The Alliance Defense Fund is rallying far-right pastors around an effort to overturn a more than 60-year-old federal law that limits houses of worship and other tax-exempt nonprofits from participating in partisan election campaigns.
ADF and pastors like Steve Riggle of Houston and Jim Garlow of San Diego are calling on clergy to protest the law by participating in “Pulpit Freedom Sunday” on October 7. From an ADF email to supporters on Tuesday:
Pastors should have the freedom to speak freely from their pulpits – even about issues related to candidates and elections without fearing government censorship or losing their tax exempt status.

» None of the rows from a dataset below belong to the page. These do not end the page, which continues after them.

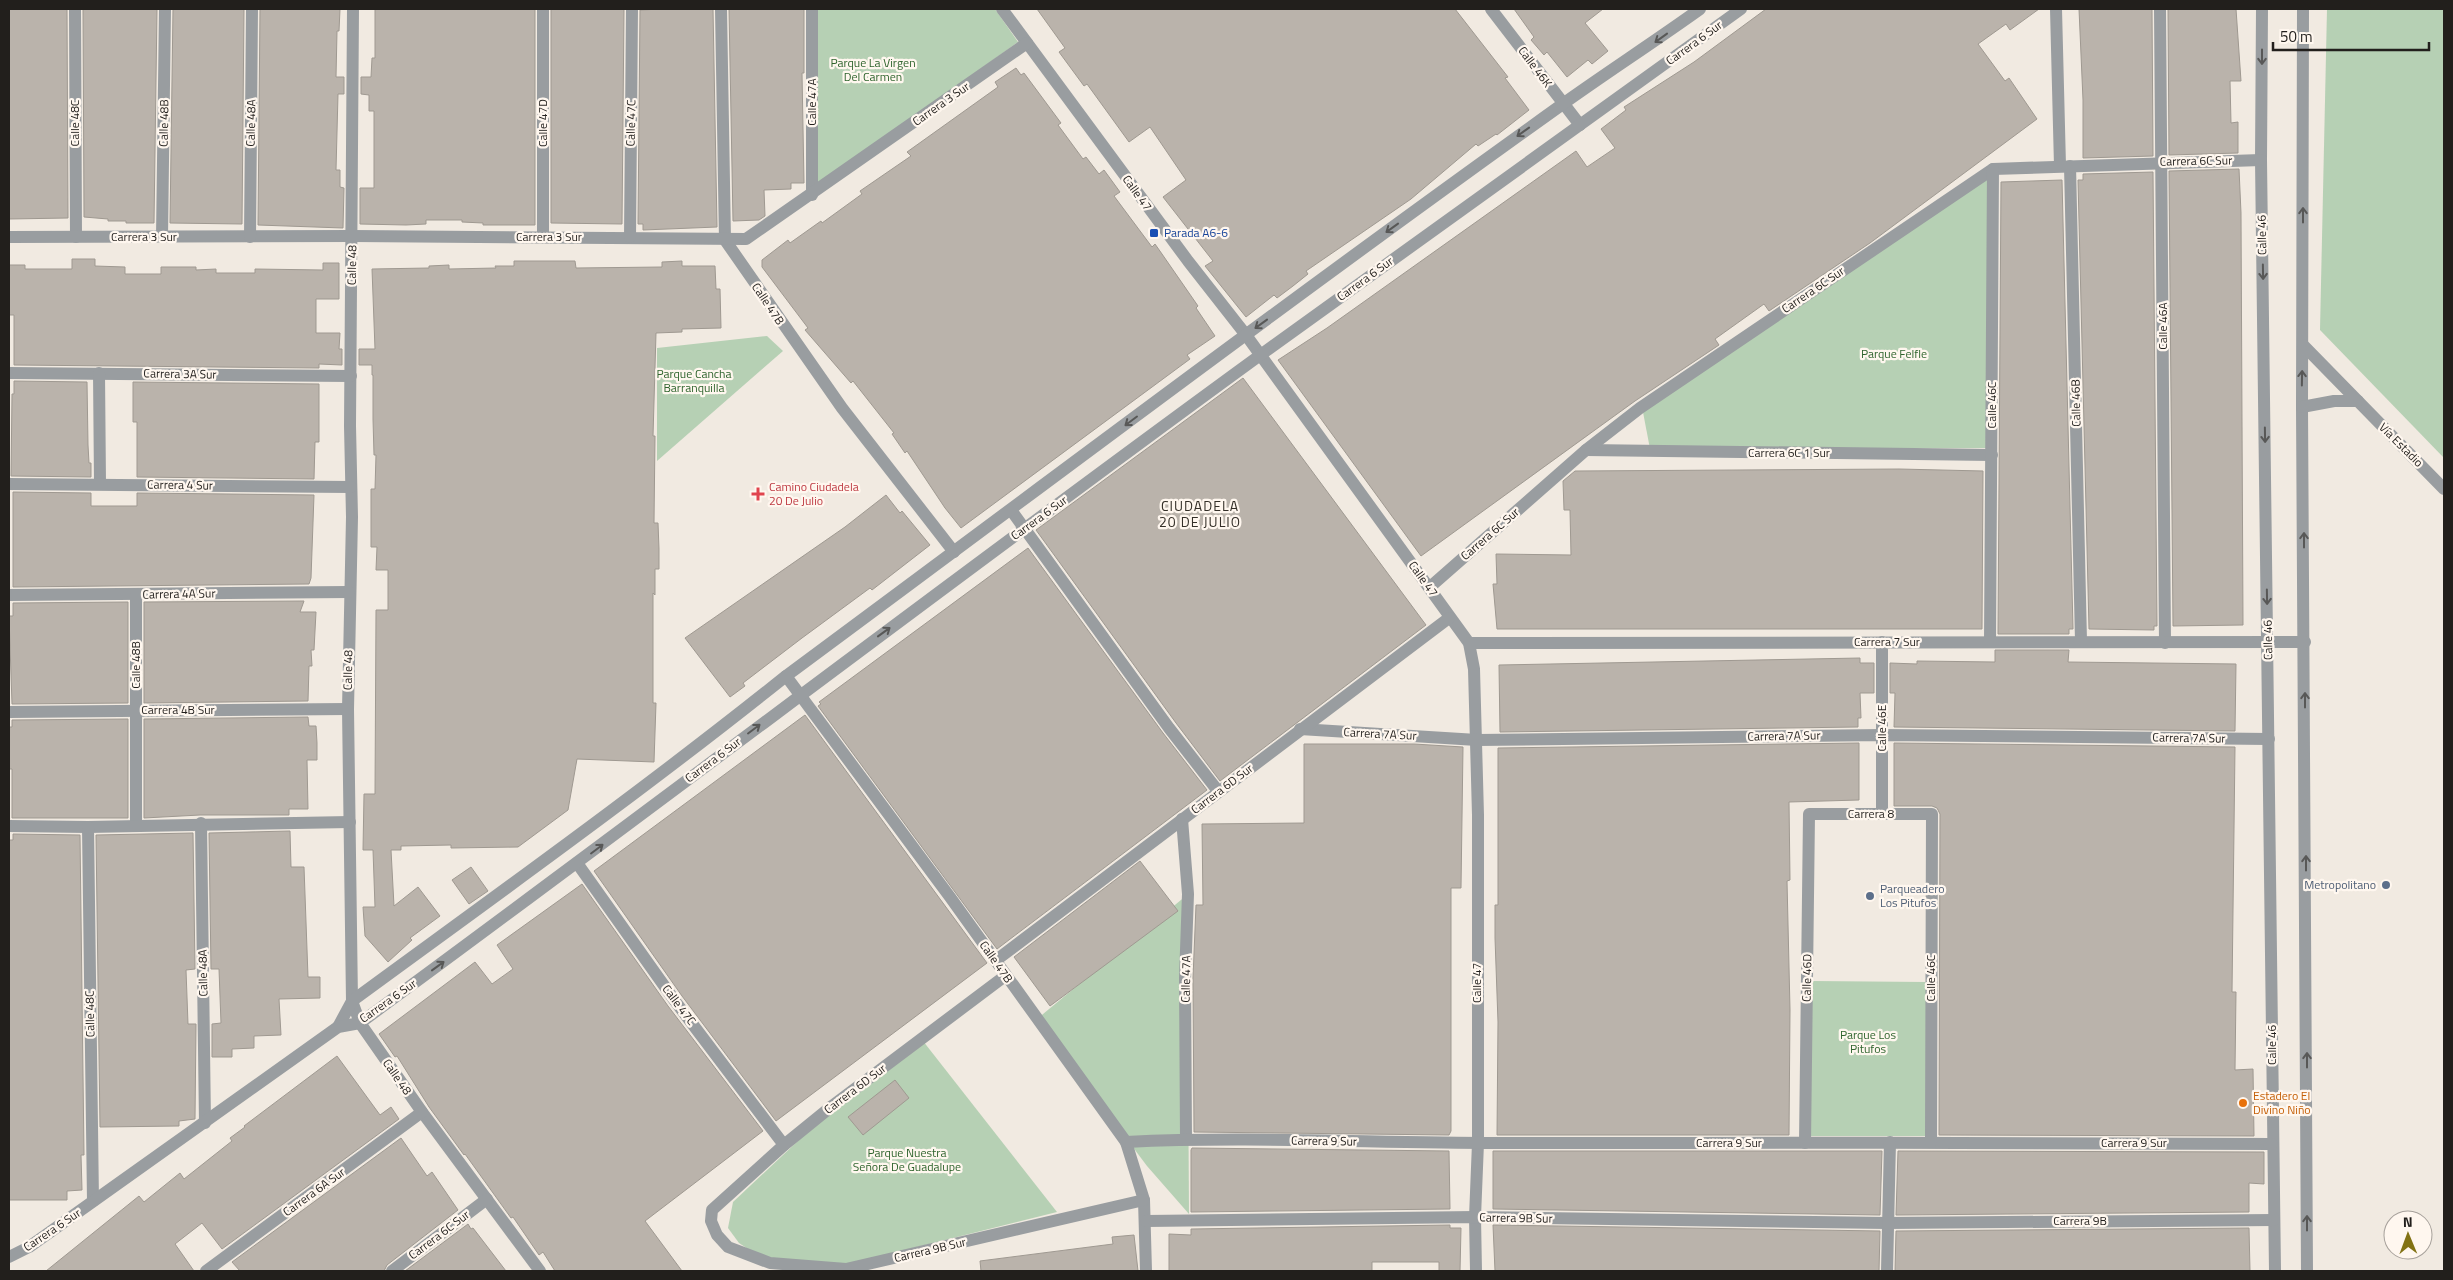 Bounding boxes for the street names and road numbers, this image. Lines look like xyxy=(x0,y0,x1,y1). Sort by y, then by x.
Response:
street label: Carrera 6 Sur xyxy=(1661,16,1726,70)
street label: Calle 46K xyxy=(1514,42,1557,91)
street label: Carrera 3 Sur xyxy=(908,77,973,130)
street label: Calle 47A xyxy=(802,78,821,126)
street label: Calle 48C xyxy=(65,99,84,146)
street label: Calle 48B xyxy=(154,99,173,147)
street label: Calle 48A xyxy=(241,99,260,147)
street label: Calle 47D xyxy=(533,99,552,147)
street label: Calle 47C xyxy=(621,99,640,147)
street label: Carrera 6C Sur xyxy=(2160,150,2232,171)
street label: Calle 47 xyxy=(1118,171,1157,215)
street label: Calle 46 xyxy=(2252,214,2271,255)
street label: Carrera 3 Sur xyxy=(111,227,177,246)
street label: Carrera 3 Sur xyxy=(516,227,582,246)
street label: Calle 48 xyxy=(342,244,361,285)
street label: Carrera 6 Sur xyxy=(1332,252,1397,306)
street label: Carrera 6C Sur xyxy=(1777,261,1848,318)
street label: Calle 47B xyxy=(747,279,790,329)
street label: Calle 46A xyxy=(2153,302,2172,350)
street label: Carrera 3A Sur xyxy=(143,363,217,384)
street label: Calle 46B xyxy=(2066,379,2085,427)
street label: Calle 46C xyxy=(1982,381,2001,428)
street label: Vía Estadio xyxy=(2375,418,2428,471)
street label: Carrera 6C 1 Sur xyxy=(1748,443,1830,462)
street label: Carrera 4 Sur xyxy=(147,474,213,495)
street label: Carrera 6 Sur xyxy=(1006,491,1071,545)
street label: Carrera 6C Sur xyxy=(1456,503,1523,565)
street label: Calle 47 xyxy=(1404,557,1443,601)
street label: Carrera 4A Sur xyxy=(142,583,216,604)
street label: Calle 46 xyxy=(2258,619,2277,660)
street label: Carrera 7 Sur xyxy=(1854,632,1920,651)
street label: Calle 48B xyxy=(126,641,145,689)
street label: Calle 48 xyxy=(338,649,357,690)
street label: Carrera 4B Sur xyxy=(141,700,215,719)
street label: Calle 46E xyxy=(1872,704,1891,751)
street label: Carrera 7A Sur xyxy=(1343,722,1417,745)
street label: Carrera 7A Sur xyxy=(1747,725,1821,746)
street label: Carrera 7A Sur xyxy=(2152,727,2226,748)
street label: Carrera 6 Sur xyxy=(681,732,745,787)
street label: Carrera 6D Sur xyxy=(1187,759,1257,818)
street label: Carrera 8 xyxy=(1848,804,1894,823)
street label: Calle 47B xyxy=(975,937,1018,987)
street label: Calle 48A xyxy=(193,949,212,997)
street label: Calle 46D xyxy=(1797,954,1816,1002)
street label: Calle 46C xyxy=(1921,954,1940,1001)
street label: Calle 47A xyxy=(1176,955,1195,1003)
street label: Calle 47 xyxy=(1467,963,1486,1003)
street label: Carrera 6 Sur xyxy=(355,974,420,1027)
street label: Calle 47C xyxy=(658,980,701,1029)
street label: Calle 48C xyxy=(80,990,99,1038)
street label: Calle 46 xyxy=(2262,1025,2281,1065)
street label: Calle 48 xyxy=(378,1055,417,1099)
street label: Carrera 6D Sur xyxy=(820,1059,890,1118)
street label: Carrera 9 Sur xyxy=(1291,1130,1357,1151)
street label: Carrera 9 Sur xyxy=(1696,1133,1762,1152)
street label: Carrera 9 Sur xyxy=(2101,1133,2167,1152)
street label: Carrera 6A Sur xyxy=(279,1162,349,1221)
street label: Carrera 6 Sur xyxy=(19,1203,84,1256)
street label: Carrera 6C Sur xyxy=(404,1205,473,1264)
street label: Carrera 9B Sur xyxy=(1479,1207,1553,1228)
street label: Carrera 9B xyxy=(2053,1211,2107,1230)
street label: Carrera 9B Sur xyxy=(892,1232,968,1267)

Across the nation hundreds of pastors have participated in Pulpit Freedom Sunday. Join the growing movement of spiritual leaders standing for their God-given and constitutionally protected rights.
Since 1954, federal law has barred nonprofit organizations under Section 501(c)(3) of the Internal Revenue Service code from keeping their tax-exempt status if they support or oppose candidates for elective office. So-called 501(c)(3) nonprofits, which include religious and nonreligious organizations, do not pay federal income taxes. In addition, donors to those organizations may deduct their contributions from their own income taxes. Houses of worship and other 501(c)(3) nonprofits may choose to engage in partisan election campaigns, but they would lose their tax exemptions.
ADF’s current efforts to change or overturn that law are part of a broader campaign by the religious right to drag churches into partisan politics. In Texas, for example, the Texas Restoration Project in 2005 and 2006 tried to mobilize thousands of conservative pastors in a poorly concealed effort to politicize congregations in support of Gov. Rick Perry’s re-election campaign.